GLP-1 RA-Exacerbated Gut Microbiome Dysbiosis in Obesity Mediates Post-Cessation Weight Regain

GLP-1 receptor agonists (GLP-1 RAs) effectively reduce weight in obesity, although significant weight regain typically follows discontinuation. Here, in a randomized clinical trial (ChiCTR2200066014), we found that GLP-1 RA (semaglutide) and a high-fibre diet achieved similar 12-week weight reduction, but semaglutide recipients exhibited significantly higher weight rebound at the 14th week after intervention cessation. Shotgun metagenomic sequencing revealed that semaglutide aggravated the proinflammatory signature in the gut microbiome, which contrasted with high-fibre diet intervention. The microbiota transplanted from semaglutide-treated subjects to germ-free mice induced gut barrier dysfunction, systemic inflammation and an increase in the bacterial antigen load in the liver and adipose tissue, which activated the NF-{kappa}B pathway to drive lipid accumulation. Using a diet-induced obesity mouse model, we found that semaglutide exacerbated gut microbiome dysbiosis by weakening host immune surveillance of the gut microbiota through downregulating IFN-{gamma} to reduce antimicrobial peptides expression and delaying gut transit time to shift microbial metabolism from saccharolysis towards proteolysis.

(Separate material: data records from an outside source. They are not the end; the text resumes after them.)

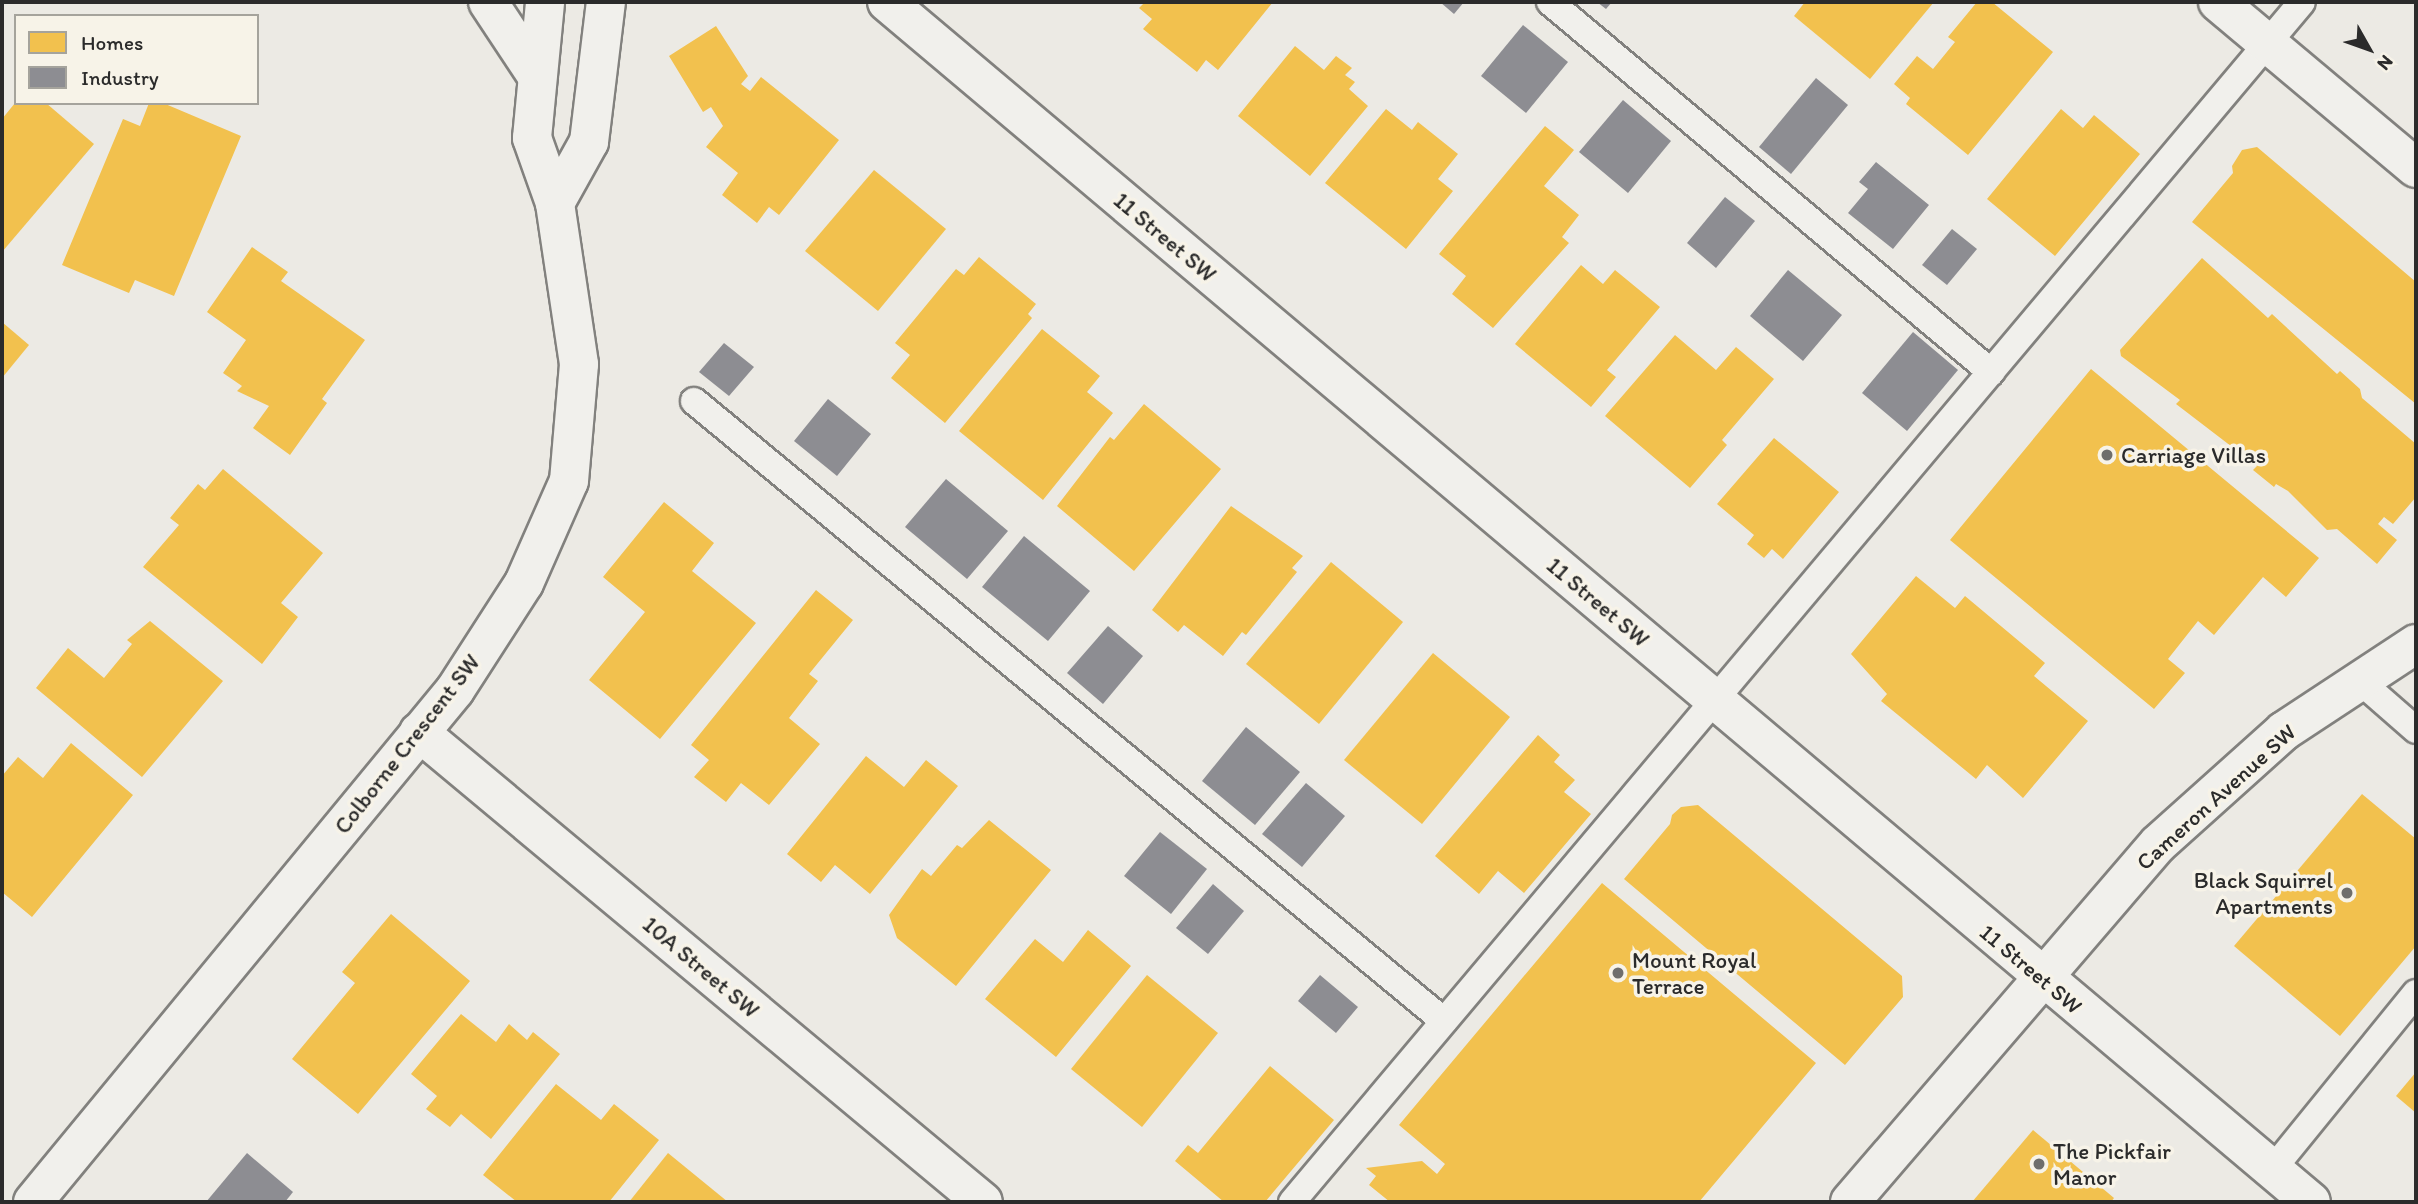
<!DOCTYPE html>
<style>
body{margin:0}
#map{position:relative;width:2418px;height:1204px;overflow:hidden;background:#eceae4;font-family:Itim,sans-serif}
div>[style]{position:absolute}
.homes>*{inset:0;background:#f2c14e}
.industry>*{inset:0;background:#8d8d92}
.roads{filter:drop-shadow(2px 0 #82817e) drop-shadow(-2px 0 #82817e) drop-shadow(0 2px #82817e) drop-shadow(0 -2px #82817e)}
.service>*{height:26px;margin:-13px;padding:0 13px;transform-origin:13px;border-radius:13px;background:#f1f0ec}
.minor>*{height:38px;margin:-19px;padding:0 19px;transform-origin:19px;border-radius:19px;background:#f1f0ec}
.dots>*{width:19px;height:19px;translate:-50% -50%;box-sizing:border-box;border:4px solid #f7f3e8;border-radius:50%}
span{translate:-50% -50%;white-space:nowrap;text-align:center;line-height:1.15;-webkit-text-stroke:7px #f7f3e8;paint-order:stroke}
.street-label{font-size:23px;color:#2b2b2b}
.poi-label{font-size:23px;color:#2b2b2b}
.left{translate:0 -50%;text-align:left}
.right{translate:-100% -50%;text-align:right}
.frame{position:absolute;inset:0;border:4px solid #2b2b2b;pointer-events:none}
.legend{position:absolute;left:14px;top:14px;width:245px;height:91px;box-sizing:border-box;background:#f7f3e8;border:2px solid #a5a39c;margin:0;padding:9px 12px;list-style:none;font-size:21px;color:#2b2b2b}
.legend li{display:flex;align-items:center;gap:14px;height:35px}
.legend b{width:35px;border:2px solid #a5a39c}
.north{position:absolute;left:2334px;top:14px;width:70px;height:70px;-webkit-text-stroke:5px #f7f3e8;paint-order:stroke;rotate:130deg;font-size:19px;font-weight:700;line-height:28px;text-align:center;color:#2b2b2b}
.north::after{content:'';display:block;margin:auto;width:24px;height:32px;background:#2b2b2b;clip-path:polygon(50% 0,100% 100%,50% 72%,0 100%)}
</style>
<div id="map">
<div class="homes">
<i style="clip-path:polygon(1145px 2px,1273px 2px,1218px 70px,1206px 60px,1197px 72px,1143px 29px,1152px 19px,1139px 8px)"></i>
<i style="clip-path:polygon(1805px 2px,1934px 2px,1870px 79px,1794px 16px)"></i>
<i style="clip-path:polygon(1977px 2px,1992px 2px,2053px 52px,1968px 155px,1906px 104px,1910px 98px,1894px 84px,1917px 56px,1933px 69px,1955px 42px,1948px 37px)"></i>
<i style="clip-path:polygon(716px 26px,748px 76px,741px 84px,750px 91px,761px 77px,839px 140px,779px 215px,769px 207px,757px 223px,722px 195px,738px 173px,706px 147px,723px 126px,711px 107px,703px 112px,669px 56px)"></i>
<i style="clip-path:polygon(1295px 46px,1324px 70px,1336px 56px,1352px 68px,1345px 75px,1355px 82px,1349px 89px,1368px 106px,1310px 176px,1238px 116px)"></i>
<i style="clip-path:polygon(15px 103px,46px 103px,94px 144px,2px 252px,2px 119px)"></i>
<i style="clip-path:polygon(149px 103px,163px 103px,241px 136px,174px 296px,135px 280px,129px 293px,62px 265px,123px 119px,140px 126px)"></i>
<i style="clip-path:polygon(1386px 109px,1412px 130px,1418px 122px,1458px 154px,1438px 179px,1453px 191px,1406px 249px,1325px 183px)"></i>
<i style="clip-path:polygon(2061px 109px,2083px 128px,2094px 115px,2140px 154px,2055px 256px,1987px 199px)"></i>
<i style="clip-path:polygon(1545px 126px,1574px 150px,1544px 186px,1579px 215px,1562px 237px,1569px 243px,1493px 328px,1452px 294px,1466px 276px,1439px 254px)"></i>
<i style="clip-path:polygon(2257px 147px,2416px 282px,2416px 404px,2192px 222px,2233px 173px,2232px 166px,2242px 150px)"></i>
<i style="clip-path:polygon(874px 170px,946px 229px,878px 311px,805px 251px)"></i>
<i style="clip-path:polygon(252px 247px,288px 272px,281px 281px,365px 340px,322px 399px,327px 403px,290px 455px,253px 428px,269px 406px,237px 391px,242px 386px,223px 373px,246px 340px,207px 312px)"></i>
<i style="clip-path:polygon(979px 257px,1036px 304px,1028px 314px,1032px 318px,945px 423px,891px 378px,910px 355px,895px 343px,956px 269px,964px 275px)"></i>
<i style="clip-path:polygon(2202px 258px,2268px 318px,2272px 314px,2337px 374px,2340px 371px,2360px 389px,2362px 398px,2416px 444px,2416px 497px,2393px 524px,2384px 517px,2378px 524px,2397px 540px,2377px 564px,2337px 529px,2327px 530px,2288px 491px,2276px 484px,2274px 487px,2253px 470px,2257px 466px,2176px 404px,2180px 400px,2121px 356px,2120px 350px)"></i>
<i style="clip-path:polygon(1581px 265px,1603px 284px,1615px 270px,1660px 307px,1607px 370px,1616px 377px,1591px 407px,1515px 344px)"></i>
<i style="clip-path:polygon(2px 322px,29px 345px,2px 378px)"></i>
<i style="clip-path:polygon(1042px 329px,1100px 376px,1087px 392px,1113px 413px,1043px 500px,959px 431px)"></i>
<i style="clip-path:polygon(1675px 335px,1716px 370px,1736px 347px,1774px 379px,1722px 440px,1727px 445px,1690px 488px,1605px 416px)"></i>
<i style="clip-path:polygon(2091px 369px,2319px 558px,2286px 597px,2263px 577px,2214px 635px,2198px 621px,2168px 659px,2185px 673px,2154px 709px,1950px 540px)"></i>
<i style="clip-path:polygon(1144px 404px,1221px 469px,1134px 571px,1057px 506px,1110px 437px,1114px 440px)"></i>
<i style="clip-path:polygon(1774px 438px,1839px 492px,1783px 559px,1772px 549px,1764px 558px,1747px 544px,1754px 535px,1717px 504px)"></i>
<i style="clip-path:polygon(223px 469px,323px 553px,281px 603px,298px 617px,262px 664px,143px 567px,179px 525px,170px 518px,198px 484px,205px 490px)"></i>
<i style="clip-path:polygon(664px 502px,714px 543px,692px 571px,756px 623px,660px 739px,589px 680px,645px 612px,603px 577px)"></i>
<i style="clip-path:polygon(1231px 506px,1303px 556px,1292px 568px,1297px 572px,1246px 635px,1242px 632px,1223px 656px,1184px 625px,1178px 632px,1152px 610px)"></i>
<i style="clip-path:polygon(1331px 562px,1403px 622px,1319px 724px,1246px 664px)"></i>
<i style="clip-path:polygon(1916px 576px,1955px 608px,1965px 596px,2045px 663px,2034px 676px,2088px 721px,2023px 798px,1987px 765px,1976px 779px,1881px 701px,1887px 694px,1851px 654px)"></i>
<i style="clip-path:polygon(816px 590px,853px 620px,809px 674px,818px 681px,789px 718px,820px 744px,769px 805px,741px 783px,726px 802px,694px 777px,709px 760px,691px 745px)"></i>
<i style="clip-path:polygon(150px 621px,223px 681px,142px 777px,36px 688px,68px 648px,104px 678px,132px 644px,127px 640px)"></i>
<i style="clip-path:polygon(1433px 653px,1510px 717px,1422px 824px,1344px 760px)"></i>
<i style="clip-path:polygon(1538px 735px,1560px 755px,1554px 762px,1575px 780px,1564px 792px,1591px 814px,1524px 893px,1498px 871px,1479px 894px,1435px 856px)"></i>
<i style="clip-path:polygon(71px 743px,133px 795px,32px 917px,2px 892px,2px 776px,18px 757px,43px 778px)"></i>
<i style="clip-path:polygon(866px 756px,904px 787px,926px 760px,958px 786px,870px 894px,835px 865px,821px 882px,787px 854px)"></i>
<i style="clip-path:polygon(2362px 794px,2416px 839px,2416px 946px,2340px 1036px,2234px 946px)"></i>
<i style="clip-path:polygon(1698px 805px,1902px 976px,1903px 997px,1845px 1065px,1624px 879px,1670px 824px,1672px 815px,1681px 807px)"></i>
<i style="clip-path:polygon(989px 820px,1051px 870px,956px 986px,897px 938px,889px 915px,922px 869px,931px 876px,957px 845px,962px 848px)"></i>
<i style="clip-path:polygon(1602px 883px,1816px 1063px,1699px 1202px,1390px 1202px,1369px 1185px,1376px 1176px,1366px 1168px,1422px 1161px,1437px 1174px,1445px 1164px,1399px 1125px)"></i>
<i style="clip-path:polygon(391px 914px,470px 981px,358px 1114px,292px 1059px,355px 983px,342px 972px)"></i>
<i style="clip-path:polygon(1088px 930px,1131px 966px,1056px 1057px,985px 999px,1035px 939px,1063px 962px)"></i>
<i style="clip-path:polygon(1147px 975px,1218px 1033px,1142px 1127px,1071px 1069px)"></i>
<i style="clip-path:polygon(461px 1014px,496px 1042px,509px 1024px,527px 1040px,533px 1032px,560px 1054px,491px 1139px,461px 1114px,450px 1127px,426px 1109px,437px 1096px,411px 1074px)"></i>
<i style="clip-path:polygon(1270px 1066px,1334px 1120px,1265px 1202px,1224px 1202px,1175px 1161px,1188px 1145px,1198px 1153px)"></i>
<i style="clip-path:polygon(2416px 1072px,2416px 1113px,2396px 1096px)"></i>
<i style="clip-path:polygon(556px 1084px,601px 1120px,614px 1104px,659px 1140px,609px 1202px,517px 1202px,483px 1175px)"></i>
<i style="clip-path:polygon(2033px 1130px,2114px 1198px,2111px 1202px,1972px 1202px)"></i>
<i style="clip-path:polygon(668px 1153px,728px 1202px,629px 1202px)"></i>
</div>
<div class="industry">
<i style="clip-path:polygon(1440px 2px,1464px 2px,1454px 14px)"></i>
<i style="clip-path:polygon(1597px 2px,1612px 2px,1606px 9px)"></i>
<i style="clip-path:polygon(1523px 25px,1568px 62px,1526px 113px,1481px 76px)"></i>
<i style="clip-path:polygon(1816px 78px,1848px 105px,1791px 174px,1759px 147px)"></i>
<i style="clip-path:polygon(1623px 100px,1671px 141px,1628px 193px,1579px 152px)"></i>
<i style="clip-path:polygon(1876px 162px,1929px 205px,1893px 249px,1848px 213px,1868px 189px,1859px 182px)"></i>
<i style="clip-path:polygon(1725px 197px,1755px 221px,1716px 268px,1687px 243px)"></i>
<i style="clip-path:polygon(1952px 229px,1977px 249px,1947px 285px,1922px 265px)"></i>
<i style="clip-path:polygon(1788px 270px,1842px 315px,1803px 361px,1750px 316px)"></i>
<i style="clip-path:polygon(1913px 332px,1958px 370px,1907px 431px,1862px 393px)"></i>
<i style="clip-path:polygon(724px 343px,754px 367px,729px 396px,699px 372px)"></i>
<i style="clip-path:polygon(828px 399px,871px 434px,837px 476px,794px 441px)"></i>
<i style="clip-path:polygon(946px 479px,1008px 531px,967px 579px,905px 527px)"></i>
<i style="clip-path:polygon(1024px 536px,1090px 591px,1048px 641px,982px 587px)"></i>
<i style="clip-path:polygon(1108px 626px,1143px 656px,1103px 704px,1067px 673px)"></i>
<i style="clip-path:polygon(1246px 727px,1300px 772px,1255px 825px,1202px 781px)"></i>
<i style="clip-path:polygon(1306px 783px,1345px 816px,1302px 867px,1262px 834px)"></i>
<i style="clip-path:polygon(1160px 832px,1207px 869px,1171px 914px,1124px 876px)"></i>
<i style="clip-path:polygon(1213px 884px,1244px 911px,1208px 954px,1176px 928px)"></i>
<i style="clip-path:polygon(1320px 975px,1358px 1007px,1336px 1033px,1298px 1001px)"></i>
<i style="clip-path:polygon(247px 1153px,293px 1192px,285px 1202px,206px 1202px)"></i>
</div>
<div class="roads">
<div class="service">
<i style="left:1550px;top:2px;width:576px;rotate:40deg"></i>
<i style="left:694px;top:401px;width:973px;rotate:39.58deg"></i>
<i style="left:2360px;top:681px;width:74px;rotate:41.2deg"></i>
<i style="left:2272px;top:1170px;width:228px;rotate:-50.9deg"></i>
<i style="left:1292px;top:1202px;width:1568px;rotate:-49.91deg"></i>
</div>
<div class="minor">
<i style="left:488px;top:2px;width:89px;rotate:56.5deg"></i>
<i style="left:887px;top:2px;width:1862px;rotate:40.12deg"></i>
<i style="left:2218px;top:2px;width:258px;rotate:40deg"></i>
<i style="left:555px;top:203px;width:70px;rotate:-60.9deg"></i>
<i style="left:589px;top:142px;width:141px;rotate:-83.1deg"></i>
<i style="left:419px;top:732px;width:734px;rotate:39.81deg"></i>
<i style="left:33px;top:1202px;width:663px;rotate:-50.5deg"></i>
<i style="left:455px;top:690px;width:127px;rotate:-57.2deg"></i>
<i style="left:524px;top:583px;width:111px;rotate:-66.2deg"></i>
<i style="left:569px;top:481px;width:117px;rotate:-85.1deg"></i>
<i style="left:579px;top:364px;width:163px;rotate:-98.5deg"></i>
<i style="left:555px;top:203px;width:69px;rotate:-109.5deg"></i>
<i style="left:532px;top:138px;width:137px;rotate:-84.5deg"></i>
<i style="left:1850px;top:1202px;width:472px;rotate:-49.3deg"></i>
<i style="left:2158px;top:844px;width:169px;rotate:-41.9deg"></i>
<i style="left:2284px;top:731px;width:158px;rotate:-33.4deg"></i>
</div>
</div>
<div class="dots">
<i style="left:2107px;top:455px;background:#6f6e6c"></i>
<i style="left:2347px;top:893px;background:#6f6e6c"></i>
<i style="left:1618px;top:973px;background:#6f6e6c"></i>
<i style="left:2039px;top:1164px;background:#6f6e6c"></i>
</div>
<div class="street-label">
<span style="left:1165px;top:237px;rotate:40deg">11 Street SW</span>
<span style="left:1598px;top:602px;rotate:40deg">11 Street SW</span>
<span style="left:407px;top:744px;rotate:-52deg">Colborne Crescent SW</span>
<span style="left:2216px;top:797px;rotate:-42deg">Cameron Avenue SW</span>
<span style="left:701px;top:967px;rotate:40deg">10A Street SW</span>
<span style="left:2031px;top:969px;rotate:40deg">11 Street SW</span>
</div>
<div class="poi-label">
<span class="left" style="left:2121px;top:455px">Carriage Villas</span>
<span class="right" style="left:2333px;top:893px">Black Squirrel<br>Apartments</span>
<span class="left" style="left:1632px;top:973px">Mount Royal<br>Terrace</span>
<span class="left" style="left:2053px;top:1164px">The Pickfair<br>Manor</span>
</div>
<div class="frame"></div>
<ul class="legend">
<li><b style="height:19px;background:#f2c14e"></b>Homes</li>
<li><b style="height:19px;background:#8d8d92"></b>Industry</li>
</ul>
<div class="north">N</div>
</div>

Crucially, combining semaglutide with dietary fibre in mice mitigated microbiome dysbiosis and attenuated weight regain post-cessation. These findings suggest that GLP-1 RA-exacerbated gut microbiome dysbiosis in obesity as a key mediator of post-treatment weight rebound and propose adjunctive fibre supplementation as a strategy to sustain weight loss.